Raw data START

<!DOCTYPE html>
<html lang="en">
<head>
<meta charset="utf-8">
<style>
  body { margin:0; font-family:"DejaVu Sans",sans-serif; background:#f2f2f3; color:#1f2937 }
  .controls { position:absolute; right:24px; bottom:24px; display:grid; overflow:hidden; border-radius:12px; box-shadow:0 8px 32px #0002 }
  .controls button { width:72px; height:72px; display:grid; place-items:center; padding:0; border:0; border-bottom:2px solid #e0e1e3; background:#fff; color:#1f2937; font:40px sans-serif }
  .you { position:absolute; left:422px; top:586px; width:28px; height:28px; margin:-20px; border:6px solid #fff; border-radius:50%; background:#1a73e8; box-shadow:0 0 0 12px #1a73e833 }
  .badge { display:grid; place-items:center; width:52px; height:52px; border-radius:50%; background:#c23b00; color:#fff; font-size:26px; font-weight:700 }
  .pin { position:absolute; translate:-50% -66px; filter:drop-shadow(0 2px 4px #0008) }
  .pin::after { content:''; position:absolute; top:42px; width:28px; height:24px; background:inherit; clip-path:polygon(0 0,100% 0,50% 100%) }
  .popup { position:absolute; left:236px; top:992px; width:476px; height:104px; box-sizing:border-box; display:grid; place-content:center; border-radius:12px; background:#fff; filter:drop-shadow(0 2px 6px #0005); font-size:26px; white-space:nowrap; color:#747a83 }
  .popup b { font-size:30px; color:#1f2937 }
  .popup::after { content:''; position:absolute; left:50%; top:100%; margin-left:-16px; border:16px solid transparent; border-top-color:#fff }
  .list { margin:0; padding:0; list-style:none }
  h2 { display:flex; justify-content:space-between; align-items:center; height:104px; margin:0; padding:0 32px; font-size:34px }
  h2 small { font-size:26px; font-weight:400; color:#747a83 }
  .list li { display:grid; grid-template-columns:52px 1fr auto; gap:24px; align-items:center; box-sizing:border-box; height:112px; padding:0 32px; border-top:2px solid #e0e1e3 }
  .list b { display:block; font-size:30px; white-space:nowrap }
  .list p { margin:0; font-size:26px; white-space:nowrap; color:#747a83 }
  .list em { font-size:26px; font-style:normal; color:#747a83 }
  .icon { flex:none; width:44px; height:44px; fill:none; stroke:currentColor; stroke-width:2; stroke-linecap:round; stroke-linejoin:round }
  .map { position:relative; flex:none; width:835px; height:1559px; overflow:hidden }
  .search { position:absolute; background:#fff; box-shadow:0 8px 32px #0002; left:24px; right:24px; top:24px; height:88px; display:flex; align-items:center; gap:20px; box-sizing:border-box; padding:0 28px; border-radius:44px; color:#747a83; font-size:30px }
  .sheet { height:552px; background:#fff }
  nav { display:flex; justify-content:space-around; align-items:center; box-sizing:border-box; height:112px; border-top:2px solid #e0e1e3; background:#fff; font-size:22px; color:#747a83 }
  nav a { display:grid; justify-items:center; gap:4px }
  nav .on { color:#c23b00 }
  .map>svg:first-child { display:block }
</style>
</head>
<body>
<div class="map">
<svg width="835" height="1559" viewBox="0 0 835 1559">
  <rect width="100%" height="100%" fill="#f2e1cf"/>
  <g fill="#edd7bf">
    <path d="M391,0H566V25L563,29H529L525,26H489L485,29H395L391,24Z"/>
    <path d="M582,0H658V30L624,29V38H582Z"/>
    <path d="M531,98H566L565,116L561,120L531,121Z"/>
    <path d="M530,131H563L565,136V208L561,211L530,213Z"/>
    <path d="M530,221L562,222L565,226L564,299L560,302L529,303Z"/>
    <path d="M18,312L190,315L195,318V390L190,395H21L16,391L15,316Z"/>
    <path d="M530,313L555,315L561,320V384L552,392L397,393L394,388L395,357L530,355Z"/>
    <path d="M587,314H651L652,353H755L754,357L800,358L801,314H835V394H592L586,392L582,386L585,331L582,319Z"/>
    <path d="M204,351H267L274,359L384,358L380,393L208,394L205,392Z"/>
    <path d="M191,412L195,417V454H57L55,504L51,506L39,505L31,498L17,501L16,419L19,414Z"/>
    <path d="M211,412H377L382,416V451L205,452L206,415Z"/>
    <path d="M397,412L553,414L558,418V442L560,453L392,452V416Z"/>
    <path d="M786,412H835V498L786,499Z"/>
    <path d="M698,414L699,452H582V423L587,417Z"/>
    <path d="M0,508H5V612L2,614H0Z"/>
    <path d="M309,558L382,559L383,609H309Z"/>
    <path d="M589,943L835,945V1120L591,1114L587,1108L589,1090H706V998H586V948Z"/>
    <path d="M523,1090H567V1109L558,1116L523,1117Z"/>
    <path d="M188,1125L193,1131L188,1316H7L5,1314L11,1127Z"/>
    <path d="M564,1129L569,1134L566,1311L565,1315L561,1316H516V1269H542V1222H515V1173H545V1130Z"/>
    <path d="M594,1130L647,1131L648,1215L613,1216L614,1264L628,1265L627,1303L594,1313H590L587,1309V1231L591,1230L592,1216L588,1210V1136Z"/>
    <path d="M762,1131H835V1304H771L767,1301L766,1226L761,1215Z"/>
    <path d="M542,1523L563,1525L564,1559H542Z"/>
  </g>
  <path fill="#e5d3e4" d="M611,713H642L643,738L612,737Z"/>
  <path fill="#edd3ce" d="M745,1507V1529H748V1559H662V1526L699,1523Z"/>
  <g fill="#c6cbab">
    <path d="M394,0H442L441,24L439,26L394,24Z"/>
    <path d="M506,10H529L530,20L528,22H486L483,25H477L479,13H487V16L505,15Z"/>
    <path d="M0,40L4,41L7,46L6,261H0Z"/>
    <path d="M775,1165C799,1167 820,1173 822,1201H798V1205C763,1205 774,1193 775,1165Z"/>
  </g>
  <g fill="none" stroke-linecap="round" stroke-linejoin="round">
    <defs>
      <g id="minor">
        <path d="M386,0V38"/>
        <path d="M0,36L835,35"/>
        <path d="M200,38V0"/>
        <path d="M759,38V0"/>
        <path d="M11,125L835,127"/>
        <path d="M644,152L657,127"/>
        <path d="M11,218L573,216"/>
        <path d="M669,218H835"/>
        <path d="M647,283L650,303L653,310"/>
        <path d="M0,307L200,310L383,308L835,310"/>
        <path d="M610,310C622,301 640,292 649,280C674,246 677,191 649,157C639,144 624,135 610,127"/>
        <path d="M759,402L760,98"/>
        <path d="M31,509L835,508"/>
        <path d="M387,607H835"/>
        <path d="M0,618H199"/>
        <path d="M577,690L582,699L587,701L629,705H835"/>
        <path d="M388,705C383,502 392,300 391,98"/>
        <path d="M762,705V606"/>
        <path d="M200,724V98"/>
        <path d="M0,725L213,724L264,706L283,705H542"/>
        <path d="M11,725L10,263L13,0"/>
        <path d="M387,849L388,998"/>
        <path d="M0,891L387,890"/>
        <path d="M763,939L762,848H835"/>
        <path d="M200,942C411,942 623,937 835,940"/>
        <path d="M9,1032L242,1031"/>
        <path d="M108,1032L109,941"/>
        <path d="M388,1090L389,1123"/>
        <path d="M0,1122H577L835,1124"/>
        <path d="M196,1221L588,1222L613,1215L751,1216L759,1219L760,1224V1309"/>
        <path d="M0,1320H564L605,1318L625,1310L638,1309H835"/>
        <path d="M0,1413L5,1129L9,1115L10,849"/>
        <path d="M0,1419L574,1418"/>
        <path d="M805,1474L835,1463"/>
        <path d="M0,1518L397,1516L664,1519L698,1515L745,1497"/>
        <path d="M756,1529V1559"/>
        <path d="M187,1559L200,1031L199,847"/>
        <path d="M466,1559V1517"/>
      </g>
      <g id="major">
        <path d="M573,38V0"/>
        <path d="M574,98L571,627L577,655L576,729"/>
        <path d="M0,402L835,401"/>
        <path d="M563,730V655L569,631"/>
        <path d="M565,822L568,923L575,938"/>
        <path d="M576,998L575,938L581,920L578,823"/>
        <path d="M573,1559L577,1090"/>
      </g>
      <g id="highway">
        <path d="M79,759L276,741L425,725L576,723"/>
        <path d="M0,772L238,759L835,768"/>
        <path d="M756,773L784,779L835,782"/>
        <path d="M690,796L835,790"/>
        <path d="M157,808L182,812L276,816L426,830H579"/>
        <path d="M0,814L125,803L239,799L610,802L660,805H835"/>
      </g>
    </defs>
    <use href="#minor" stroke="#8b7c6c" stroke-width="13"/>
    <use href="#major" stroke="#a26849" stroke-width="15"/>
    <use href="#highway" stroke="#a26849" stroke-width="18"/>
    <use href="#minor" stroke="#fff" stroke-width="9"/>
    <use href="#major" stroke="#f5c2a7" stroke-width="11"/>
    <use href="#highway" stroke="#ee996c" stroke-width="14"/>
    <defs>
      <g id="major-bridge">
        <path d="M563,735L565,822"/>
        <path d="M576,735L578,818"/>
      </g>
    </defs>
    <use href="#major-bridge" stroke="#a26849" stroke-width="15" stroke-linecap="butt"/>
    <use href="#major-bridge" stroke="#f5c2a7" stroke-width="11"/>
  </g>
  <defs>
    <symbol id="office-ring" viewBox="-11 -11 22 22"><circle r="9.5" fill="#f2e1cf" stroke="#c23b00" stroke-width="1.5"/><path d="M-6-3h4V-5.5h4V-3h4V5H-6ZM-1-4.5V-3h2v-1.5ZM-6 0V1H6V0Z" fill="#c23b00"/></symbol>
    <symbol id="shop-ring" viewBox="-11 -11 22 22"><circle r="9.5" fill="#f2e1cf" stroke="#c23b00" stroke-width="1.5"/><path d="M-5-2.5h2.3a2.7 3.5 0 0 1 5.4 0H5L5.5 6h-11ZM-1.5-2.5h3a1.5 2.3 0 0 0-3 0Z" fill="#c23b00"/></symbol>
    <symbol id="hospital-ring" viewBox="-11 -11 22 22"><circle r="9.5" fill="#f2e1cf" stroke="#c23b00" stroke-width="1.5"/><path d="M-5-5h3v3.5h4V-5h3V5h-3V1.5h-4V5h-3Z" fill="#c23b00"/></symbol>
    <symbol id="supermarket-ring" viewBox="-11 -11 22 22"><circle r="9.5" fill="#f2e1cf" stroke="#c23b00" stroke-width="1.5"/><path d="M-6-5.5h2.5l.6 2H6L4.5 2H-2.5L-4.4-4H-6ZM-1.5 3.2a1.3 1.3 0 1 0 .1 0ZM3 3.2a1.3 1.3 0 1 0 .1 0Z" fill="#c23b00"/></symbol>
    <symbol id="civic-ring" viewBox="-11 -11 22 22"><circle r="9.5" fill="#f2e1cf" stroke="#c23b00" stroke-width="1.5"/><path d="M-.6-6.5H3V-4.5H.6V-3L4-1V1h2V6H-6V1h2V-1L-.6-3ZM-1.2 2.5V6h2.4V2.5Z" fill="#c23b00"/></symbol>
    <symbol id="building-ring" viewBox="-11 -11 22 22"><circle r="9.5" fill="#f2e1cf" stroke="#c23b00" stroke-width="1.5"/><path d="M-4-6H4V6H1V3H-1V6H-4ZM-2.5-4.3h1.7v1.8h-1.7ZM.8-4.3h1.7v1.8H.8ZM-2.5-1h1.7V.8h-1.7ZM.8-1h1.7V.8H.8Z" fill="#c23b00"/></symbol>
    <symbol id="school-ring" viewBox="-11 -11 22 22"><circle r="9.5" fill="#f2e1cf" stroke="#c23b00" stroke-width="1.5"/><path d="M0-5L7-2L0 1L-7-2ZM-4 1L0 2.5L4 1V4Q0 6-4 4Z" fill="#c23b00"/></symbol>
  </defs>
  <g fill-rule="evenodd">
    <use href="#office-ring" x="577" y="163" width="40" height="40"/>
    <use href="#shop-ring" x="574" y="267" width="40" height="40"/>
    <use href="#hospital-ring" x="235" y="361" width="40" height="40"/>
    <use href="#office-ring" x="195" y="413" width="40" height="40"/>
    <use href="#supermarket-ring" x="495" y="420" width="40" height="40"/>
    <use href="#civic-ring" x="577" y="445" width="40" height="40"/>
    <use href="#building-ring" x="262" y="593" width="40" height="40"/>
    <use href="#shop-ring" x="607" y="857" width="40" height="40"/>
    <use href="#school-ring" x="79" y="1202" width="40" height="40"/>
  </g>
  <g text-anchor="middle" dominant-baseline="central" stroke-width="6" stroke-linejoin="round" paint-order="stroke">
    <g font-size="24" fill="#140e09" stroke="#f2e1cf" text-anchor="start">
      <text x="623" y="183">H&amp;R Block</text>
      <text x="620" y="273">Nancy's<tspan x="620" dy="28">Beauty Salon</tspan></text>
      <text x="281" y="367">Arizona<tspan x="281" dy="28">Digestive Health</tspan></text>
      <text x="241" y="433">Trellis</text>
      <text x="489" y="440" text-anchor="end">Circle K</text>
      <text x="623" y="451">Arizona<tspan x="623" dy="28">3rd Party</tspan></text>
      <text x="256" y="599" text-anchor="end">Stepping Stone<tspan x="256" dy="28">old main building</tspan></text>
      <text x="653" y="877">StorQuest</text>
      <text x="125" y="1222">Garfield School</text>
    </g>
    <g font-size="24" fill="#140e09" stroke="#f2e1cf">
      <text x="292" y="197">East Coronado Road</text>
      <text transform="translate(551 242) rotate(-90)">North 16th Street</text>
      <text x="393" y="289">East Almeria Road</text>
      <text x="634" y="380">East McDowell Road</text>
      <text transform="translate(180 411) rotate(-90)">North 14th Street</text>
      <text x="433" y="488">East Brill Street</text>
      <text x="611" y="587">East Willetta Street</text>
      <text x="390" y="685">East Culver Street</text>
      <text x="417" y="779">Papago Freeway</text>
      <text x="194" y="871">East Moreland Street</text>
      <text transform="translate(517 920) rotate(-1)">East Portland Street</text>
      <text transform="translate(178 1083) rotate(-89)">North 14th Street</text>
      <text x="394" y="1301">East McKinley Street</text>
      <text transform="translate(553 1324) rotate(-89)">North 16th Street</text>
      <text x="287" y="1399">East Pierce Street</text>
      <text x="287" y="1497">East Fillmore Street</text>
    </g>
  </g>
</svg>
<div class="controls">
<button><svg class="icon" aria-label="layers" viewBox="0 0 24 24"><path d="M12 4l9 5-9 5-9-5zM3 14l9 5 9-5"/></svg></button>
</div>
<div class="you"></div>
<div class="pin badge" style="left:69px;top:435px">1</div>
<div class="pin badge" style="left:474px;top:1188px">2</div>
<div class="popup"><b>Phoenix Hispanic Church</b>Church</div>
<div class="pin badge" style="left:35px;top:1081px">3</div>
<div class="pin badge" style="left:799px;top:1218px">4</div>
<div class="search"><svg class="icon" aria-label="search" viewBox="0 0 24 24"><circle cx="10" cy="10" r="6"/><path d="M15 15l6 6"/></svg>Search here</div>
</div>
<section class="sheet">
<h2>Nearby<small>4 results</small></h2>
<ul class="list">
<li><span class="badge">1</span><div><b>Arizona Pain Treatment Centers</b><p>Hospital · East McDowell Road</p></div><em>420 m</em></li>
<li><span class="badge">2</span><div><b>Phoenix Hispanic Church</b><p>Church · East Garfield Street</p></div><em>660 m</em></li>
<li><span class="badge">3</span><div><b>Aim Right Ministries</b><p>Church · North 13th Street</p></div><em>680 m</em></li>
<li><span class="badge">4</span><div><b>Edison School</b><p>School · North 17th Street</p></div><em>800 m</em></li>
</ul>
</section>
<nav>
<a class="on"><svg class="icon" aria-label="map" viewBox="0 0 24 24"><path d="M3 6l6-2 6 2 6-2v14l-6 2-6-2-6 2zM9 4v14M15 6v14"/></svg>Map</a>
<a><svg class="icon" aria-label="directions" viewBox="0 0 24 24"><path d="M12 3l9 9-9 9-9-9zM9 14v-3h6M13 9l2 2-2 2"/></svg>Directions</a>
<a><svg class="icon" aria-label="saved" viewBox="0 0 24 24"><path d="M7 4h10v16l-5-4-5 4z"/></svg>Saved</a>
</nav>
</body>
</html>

Raw data END

--- Task details ---
Could you print the lines above, exactly as written, from the line containing "6 2 6-2v14l-6" through the final one?

--- Answer section ---
<a class="on"><svg class="icon" aria-label="map" viewBox="0 0 24 24"><path d="M3 6l6-2 6 2 6-2v14l-6 2-6-2-6 2zM9 4v14M15 6v14"/></svg>Map</a>
<a><svg class="icon" aria-label="directions" viewBox="0 0 24 24"><path d="M12 3l9 9-9 9-9-9zM9 14v-3h6M13 9l2 2-2 2"/></svg>Directions</a>
<a><svg class="icon" aria-label="saved" viewBox="0 0 24 24"><path d="M7 4h10v16l-5-4-5 4z"/></svg>Saved</a>
</nav>
</body>
</html>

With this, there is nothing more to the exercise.